| Work instruction |
Whenever a line in the entries below includes the string "Елькина", count that line. Report the total alone.

* * *

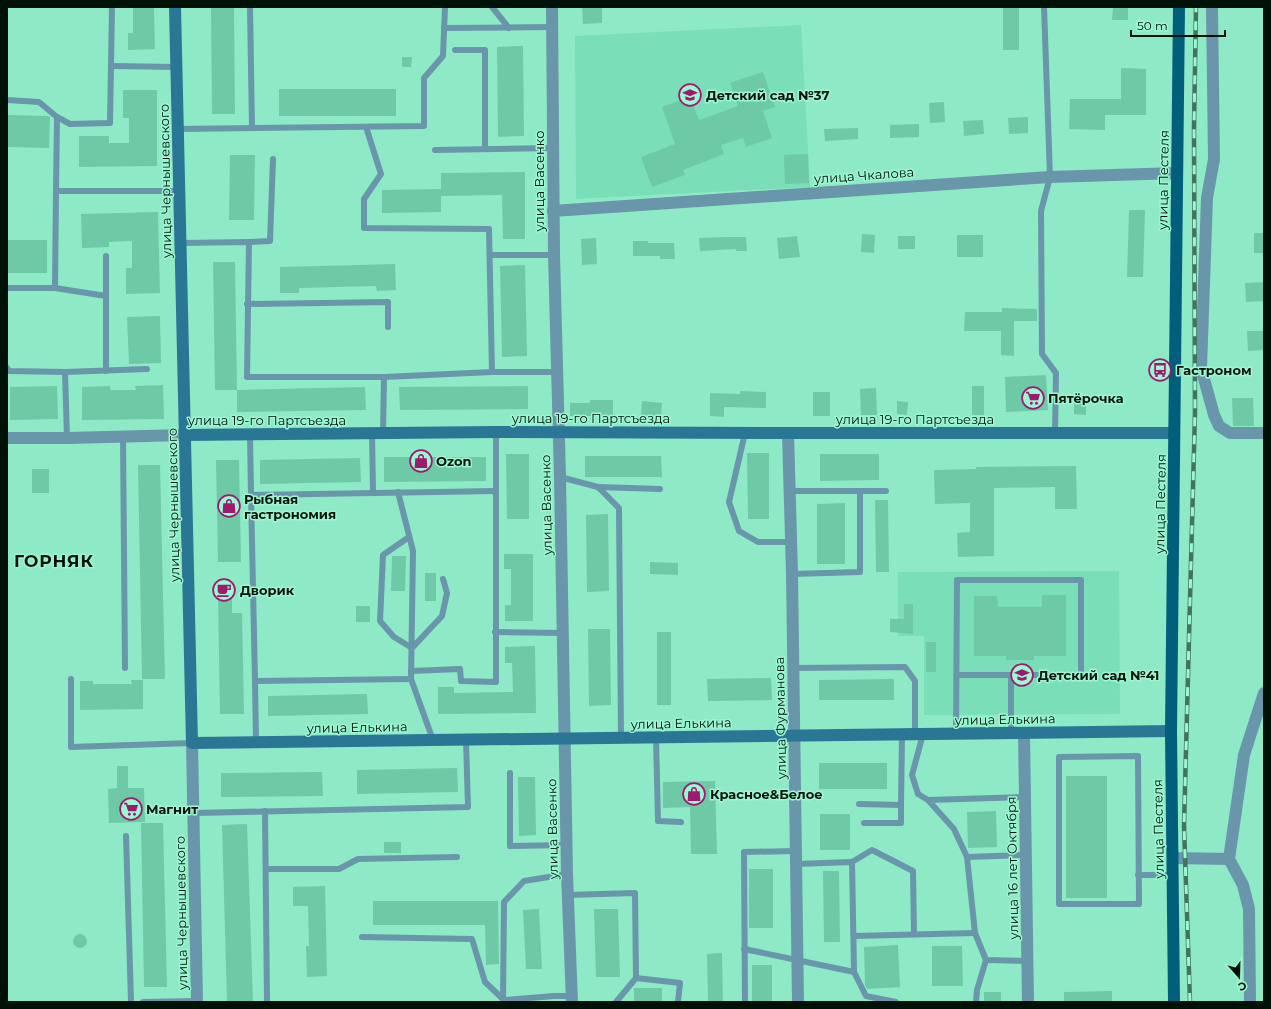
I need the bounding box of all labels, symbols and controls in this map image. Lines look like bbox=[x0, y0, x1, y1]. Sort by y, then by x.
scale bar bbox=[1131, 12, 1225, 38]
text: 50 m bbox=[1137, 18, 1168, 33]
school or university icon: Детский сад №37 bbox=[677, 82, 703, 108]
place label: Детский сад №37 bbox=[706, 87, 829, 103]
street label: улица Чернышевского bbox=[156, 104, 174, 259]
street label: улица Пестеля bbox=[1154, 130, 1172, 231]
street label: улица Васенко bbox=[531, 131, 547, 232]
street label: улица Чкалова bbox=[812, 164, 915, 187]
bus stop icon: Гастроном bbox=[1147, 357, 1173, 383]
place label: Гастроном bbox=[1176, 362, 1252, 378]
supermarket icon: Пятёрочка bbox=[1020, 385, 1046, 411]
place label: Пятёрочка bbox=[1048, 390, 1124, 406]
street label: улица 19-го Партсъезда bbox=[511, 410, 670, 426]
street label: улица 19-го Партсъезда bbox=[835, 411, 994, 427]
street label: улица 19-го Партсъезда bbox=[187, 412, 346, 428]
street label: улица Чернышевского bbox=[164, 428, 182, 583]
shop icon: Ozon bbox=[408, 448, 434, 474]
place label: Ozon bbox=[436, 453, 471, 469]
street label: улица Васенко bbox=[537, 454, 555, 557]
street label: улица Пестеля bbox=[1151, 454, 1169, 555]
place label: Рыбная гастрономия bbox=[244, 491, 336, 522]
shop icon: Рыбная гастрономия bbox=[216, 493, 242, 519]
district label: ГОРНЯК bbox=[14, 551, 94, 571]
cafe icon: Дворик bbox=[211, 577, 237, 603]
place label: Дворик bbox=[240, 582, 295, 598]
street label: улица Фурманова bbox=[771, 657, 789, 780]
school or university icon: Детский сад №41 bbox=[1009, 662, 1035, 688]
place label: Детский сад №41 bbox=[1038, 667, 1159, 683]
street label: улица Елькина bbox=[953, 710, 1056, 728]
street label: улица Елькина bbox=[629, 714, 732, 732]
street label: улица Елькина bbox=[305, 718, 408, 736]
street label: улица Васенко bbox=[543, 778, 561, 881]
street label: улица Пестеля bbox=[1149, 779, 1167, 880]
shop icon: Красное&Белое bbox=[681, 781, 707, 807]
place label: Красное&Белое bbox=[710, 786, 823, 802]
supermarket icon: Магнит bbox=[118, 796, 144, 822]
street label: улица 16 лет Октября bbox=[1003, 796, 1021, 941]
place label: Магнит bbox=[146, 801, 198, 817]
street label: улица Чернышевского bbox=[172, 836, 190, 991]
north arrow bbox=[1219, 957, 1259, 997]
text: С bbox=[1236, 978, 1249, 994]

* * *

| Answer box |
3